Webb declined to comment on Jordan’s overseas venture but confirmed that the No. 2 person in the office did not broadly inform her staff attorneys that she would be traveling over an extended period.
“The DCAA was previously unaware of this arrangement for Executive Assistant City Attorney Jean Jordan and has no statement at this time,” she said by email.
But Marlea Dell’Anno, a lawyer in private practice who formerly served as a San Diego assistant city attorney, said allowing someone to work off-site while engaged in a world cruise for months on end is questionable, especially a senior executive.
“It’s like being an absentee parent,” said Dell’Anno, who was fired by former City Attorney Jan Goldsmith and then won a multimillion-dollar jury award in a wrongful-termination case.
“You are the No. 2 to the city attorney. How critical a role can you have if you’re not accessible to the people you are leading?” she said. “This doesn’t seem like something a good steward of taxpayer dollars would allow.”
Worldwide cruises generally are booked months in advance. A 115-day trip promoted by Princess Cruises, for example, is accepting bookings that depart Los Angeles on Jan. 21, 2026, and returns May 16. The roundtrip Circle Pacific cruise stops at 59 ports in more than a dozen countries.
Many guests are retirees looking to sightsee globally from a comfortable base at sea.
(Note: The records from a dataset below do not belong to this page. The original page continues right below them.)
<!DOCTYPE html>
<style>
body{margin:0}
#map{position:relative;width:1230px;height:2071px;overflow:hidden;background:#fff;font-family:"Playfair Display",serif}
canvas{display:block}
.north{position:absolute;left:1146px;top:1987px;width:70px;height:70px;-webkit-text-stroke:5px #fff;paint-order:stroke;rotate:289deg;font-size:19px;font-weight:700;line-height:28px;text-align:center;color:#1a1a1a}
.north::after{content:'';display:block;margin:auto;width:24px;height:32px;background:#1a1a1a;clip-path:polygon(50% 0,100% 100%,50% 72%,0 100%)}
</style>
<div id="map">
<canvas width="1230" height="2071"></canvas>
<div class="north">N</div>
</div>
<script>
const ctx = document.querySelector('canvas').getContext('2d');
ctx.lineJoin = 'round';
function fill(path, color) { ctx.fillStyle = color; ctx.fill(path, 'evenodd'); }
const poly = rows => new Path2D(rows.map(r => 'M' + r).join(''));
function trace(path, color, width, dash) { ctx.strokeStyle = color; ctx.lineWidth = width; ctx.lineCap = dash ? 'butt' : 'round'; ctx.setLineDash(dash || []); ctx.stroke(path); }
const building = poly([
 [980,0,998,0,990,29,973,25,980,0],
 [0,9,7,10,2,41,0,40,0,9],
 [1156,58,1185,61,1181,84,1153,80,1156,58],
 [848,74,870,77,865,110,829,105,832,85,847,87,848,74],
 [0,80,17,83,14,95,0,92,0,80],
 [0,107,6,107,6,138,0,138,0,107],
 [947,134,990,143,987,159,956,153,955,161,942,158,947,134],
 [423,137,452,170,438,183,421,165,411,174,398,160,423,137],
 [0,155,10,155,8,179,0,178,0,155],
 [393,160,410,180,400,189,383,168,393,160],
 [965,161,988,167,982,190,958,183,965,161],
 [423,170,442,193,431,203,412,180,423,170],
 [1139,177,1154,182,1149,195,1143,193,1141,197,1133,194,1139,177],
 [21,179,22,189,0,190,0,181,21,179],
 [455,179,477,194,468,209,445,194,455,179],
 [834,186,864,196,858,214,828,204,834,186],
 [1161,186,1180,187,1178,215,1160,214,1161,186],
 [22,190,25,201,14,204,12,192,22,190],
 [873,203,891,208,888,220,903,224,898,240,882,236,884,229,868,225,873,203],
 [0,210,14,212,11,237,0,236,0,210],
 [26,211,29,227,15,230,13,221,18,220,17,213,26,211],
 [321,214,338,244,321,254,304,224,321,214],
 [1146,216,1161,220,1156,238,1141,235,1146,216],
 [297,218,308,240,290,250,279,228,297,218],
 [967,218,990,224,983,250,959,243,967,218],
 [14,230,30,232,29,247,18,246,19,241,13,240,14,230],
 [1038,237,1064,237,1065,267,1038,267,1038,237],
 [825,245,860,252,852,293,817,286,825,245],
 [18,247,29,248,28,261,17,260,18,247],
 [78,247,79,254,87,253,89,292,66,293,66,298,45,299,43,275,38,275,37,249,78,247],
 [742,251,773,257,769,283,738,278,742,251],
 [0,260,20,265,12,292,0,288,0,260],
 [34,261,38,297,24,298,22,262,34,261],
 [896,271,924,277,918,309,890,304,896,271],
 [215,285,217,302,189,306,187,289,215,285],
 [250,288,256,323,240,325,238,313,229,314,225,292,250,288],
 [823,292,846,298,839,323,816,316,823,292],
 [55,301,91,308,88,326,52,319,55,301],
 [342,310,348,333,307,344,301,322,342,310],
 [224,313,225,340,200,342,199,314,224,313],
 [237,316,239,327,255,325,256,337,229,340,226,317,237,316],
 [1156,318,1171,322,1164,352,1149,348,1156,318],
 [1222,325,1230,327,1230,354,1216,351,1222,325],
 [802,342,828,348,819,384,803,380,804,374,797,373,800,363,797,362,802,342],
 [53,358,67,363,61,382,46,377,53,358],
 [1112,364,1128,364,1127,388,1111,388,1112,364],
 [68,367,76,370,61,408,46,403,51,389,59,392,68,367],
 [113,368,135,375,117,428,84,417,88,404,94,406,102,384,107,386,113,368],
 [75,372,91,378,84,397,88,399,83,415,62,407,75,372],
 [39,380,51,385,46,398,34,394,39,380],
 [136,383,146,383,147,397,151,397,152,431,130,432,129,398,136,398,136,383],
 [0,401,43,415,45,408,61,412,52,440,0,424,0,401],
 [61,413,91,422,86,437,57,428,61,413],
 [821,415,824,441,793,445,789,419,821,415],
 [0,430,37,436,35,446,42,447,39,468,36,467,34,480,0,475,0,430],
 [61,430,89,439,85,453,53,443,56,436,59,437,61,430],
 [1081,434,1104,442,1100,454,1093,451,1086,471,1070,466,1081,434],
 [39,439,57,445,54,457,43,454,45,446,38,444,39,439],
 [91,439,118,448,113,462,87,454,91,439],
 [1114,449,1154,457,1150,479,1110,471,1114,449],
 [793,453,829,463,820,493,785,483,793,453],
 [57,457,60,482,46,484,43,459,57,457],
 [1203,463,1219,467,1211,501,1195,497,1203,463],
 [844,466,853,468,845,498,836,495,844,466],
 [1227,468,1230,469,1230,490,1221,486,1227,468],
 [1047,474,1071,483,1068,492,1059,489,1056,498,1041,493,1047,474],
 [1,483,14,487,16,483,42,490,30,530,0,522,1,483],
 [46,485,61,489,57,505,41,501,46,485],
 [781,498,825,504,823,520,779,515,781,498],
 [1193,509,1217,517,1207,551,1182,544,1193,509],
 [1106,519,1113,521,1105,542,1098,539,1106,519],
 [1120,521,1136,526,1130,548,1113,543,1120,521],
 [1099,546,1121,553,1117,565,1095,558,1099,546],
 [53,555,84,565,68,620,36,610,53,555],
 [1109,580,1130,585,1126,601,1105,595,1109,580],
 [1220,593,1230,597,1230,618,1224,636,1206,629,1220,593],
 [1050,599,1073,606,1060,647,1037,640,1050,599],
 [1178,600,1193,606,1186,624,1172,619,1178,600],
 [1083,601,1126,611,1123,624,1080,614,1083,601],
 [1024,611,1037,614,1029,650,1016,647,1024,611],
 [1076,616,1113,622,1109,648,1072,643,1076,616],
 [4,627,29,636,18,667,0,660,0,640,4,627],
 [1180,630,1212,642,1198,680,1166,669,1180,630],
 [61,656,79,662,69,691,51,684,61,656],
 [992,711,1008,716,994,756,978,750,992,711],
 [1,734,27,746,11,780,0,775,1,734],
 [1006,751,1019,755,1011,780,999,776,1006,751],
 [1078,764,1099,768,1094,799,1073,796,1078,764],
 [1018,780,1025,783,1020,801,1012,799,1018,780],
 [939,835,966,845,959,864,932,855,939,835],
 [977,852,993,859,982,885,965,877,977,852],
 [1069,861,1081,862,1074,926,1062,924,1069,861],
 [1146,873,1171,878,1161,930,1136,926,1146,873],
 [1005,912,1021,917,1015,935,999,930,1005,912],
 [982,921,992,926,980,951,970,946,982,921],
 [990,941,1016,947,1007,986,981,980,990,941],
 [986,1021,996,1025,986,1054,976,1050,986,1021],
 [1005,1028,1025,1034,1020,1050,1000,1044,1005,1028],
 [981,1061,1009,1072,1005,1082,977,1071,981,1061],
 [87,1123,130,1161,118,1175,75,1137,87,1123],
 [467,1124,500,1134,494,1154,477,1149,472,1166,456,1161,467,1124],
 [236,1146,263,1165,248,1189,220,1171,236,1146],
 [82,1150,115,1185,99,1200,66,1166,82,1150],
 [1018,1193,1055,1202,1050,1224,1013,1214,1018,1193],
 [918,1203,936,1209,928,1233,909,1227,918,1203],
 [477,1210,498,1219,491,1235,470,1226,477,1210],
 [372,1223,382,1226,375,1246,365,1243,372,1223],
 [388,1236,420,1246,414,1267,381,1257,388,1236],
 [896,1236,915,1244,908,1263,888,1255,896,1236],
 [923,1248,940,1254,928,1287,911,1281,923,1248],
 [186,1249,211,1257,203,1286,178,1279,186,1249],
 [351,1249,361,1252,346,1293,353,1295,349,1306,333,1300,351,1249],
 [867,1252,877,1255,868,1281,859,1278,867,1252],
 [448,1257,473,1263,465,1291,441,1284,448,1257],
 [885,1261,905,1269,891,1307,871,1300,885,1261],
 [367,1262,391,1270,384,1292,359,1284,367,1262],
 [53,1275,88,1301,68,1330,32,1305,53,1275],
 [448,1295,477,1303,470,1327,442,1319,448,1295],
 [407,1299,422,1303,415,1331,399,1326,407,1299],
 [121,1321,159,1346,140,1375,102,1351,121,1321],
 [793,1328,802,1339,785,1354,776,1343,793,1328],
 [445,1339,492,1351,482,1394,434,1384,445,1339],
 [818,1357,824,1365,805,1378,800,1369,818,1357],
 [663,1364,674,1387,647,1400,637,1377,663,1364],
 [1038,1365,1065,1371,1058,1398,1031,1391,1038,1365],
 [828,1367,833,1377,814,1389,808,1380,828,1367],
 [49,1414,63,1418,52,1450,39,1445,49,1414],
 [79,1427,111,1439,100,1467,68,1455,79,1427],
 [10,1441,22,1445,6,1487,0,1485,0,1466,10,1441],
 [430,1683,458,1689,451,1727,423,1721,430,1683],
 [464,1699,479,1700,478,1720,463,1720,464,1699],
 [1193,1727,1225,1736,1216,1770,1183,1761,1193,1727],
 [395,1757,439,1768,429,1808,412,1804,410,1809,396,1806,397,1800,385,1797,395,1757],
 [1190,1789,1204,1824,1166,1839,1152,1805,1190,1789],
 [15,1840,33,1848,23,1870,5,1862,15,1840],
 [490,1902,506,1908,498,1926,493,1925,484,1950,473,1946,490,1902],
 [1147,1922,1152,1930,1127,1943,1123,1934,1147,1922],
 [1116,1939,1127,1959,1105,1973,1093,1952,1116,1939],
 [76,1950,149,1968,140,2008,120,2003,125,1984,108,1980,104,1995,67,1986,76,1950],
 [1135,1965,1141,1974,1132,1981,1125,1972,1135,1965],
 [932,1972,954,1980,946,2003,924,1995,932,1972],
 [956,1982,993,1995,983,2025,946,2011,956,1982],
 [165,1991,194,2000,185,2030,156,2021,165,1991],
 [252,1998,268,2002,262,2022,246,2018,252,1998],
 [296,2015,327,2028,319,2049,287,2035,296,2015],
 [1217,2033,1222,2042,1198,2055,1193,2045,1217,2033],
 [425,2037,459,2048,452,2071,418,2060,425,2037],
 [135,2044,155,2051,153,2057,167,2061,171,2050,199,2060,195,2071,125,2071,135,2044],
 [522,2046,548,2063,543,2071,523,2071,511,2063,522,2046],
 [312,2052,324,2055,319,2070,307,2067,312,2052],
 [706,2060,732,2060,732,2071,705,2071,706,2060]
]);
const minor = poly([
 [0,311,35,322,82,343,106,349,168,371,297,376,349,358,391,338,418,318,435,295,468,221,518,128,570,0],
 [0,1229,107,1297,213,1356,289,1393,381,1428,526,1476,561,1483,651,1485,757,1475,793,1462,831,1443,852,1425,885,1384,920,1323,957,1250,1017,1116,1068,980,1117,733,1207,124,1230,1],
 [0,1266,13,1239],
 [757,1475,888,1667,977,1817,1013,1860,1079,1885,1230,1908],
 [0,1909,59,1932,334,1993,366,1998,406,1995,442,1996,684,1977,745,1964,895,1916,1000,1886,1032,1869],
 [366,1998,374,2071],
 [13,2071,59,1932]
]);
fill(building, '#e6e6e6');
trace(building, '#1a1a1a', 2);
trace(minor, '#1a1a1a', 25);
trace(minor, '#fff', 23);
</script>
But a growing number of so-called digital nomads travel the world while maintaining their jobs with little more than a laptop and reliable Wi-Fi.
According to the MBO Partners consultancy, which tracks workplace trends and culture, the number of digital nomads climbed from 7.3 million in 2019 to more than 18 million by 2024.
“This level of growth reflects a new normal of steady growth and a true entrance to the mainstream,” the company wrote in its 2024 State of Independence in America Report.
The city of San Diego has a comprehensive policy dictating how employees can apply to work remotely on a case-by-case basis.
Participants in the telework program need approval from their department head and the human resources office. Remote employees also must sign an agreement dictating their terms of service, work conditions and other rules.
“During working hours, teleworkers are expected to respond within three hours to phone calls, voice messages, text messages, emails or other communications from managers, supervisors or coworkers requesting a response,” the 19-page policy states.
According to the current budget, the City Attorney’s Office employs just under 425 people and will spend $85 million this year. The office is one of the biggest law firms in San Diego, with more than 175 attorneys.
The majority of employees work both in the office and elsewhere, Ahmed said.
“These schedules enable staff to meet their various job demands, including time spent in court, mediation, investigation, hearings and other job duties that take them out into the field,” he said.
All told, just under 2,000 of the city’s 13,300 employees are approved to work remotely with formal signed agreements, the Mayor’s Office said.
Development Services leads all departments with 393 approved workers, Public Utilities is second with 307 people allowed to work outside the office, and Engineering & Capital Projects is third with 298 approvals.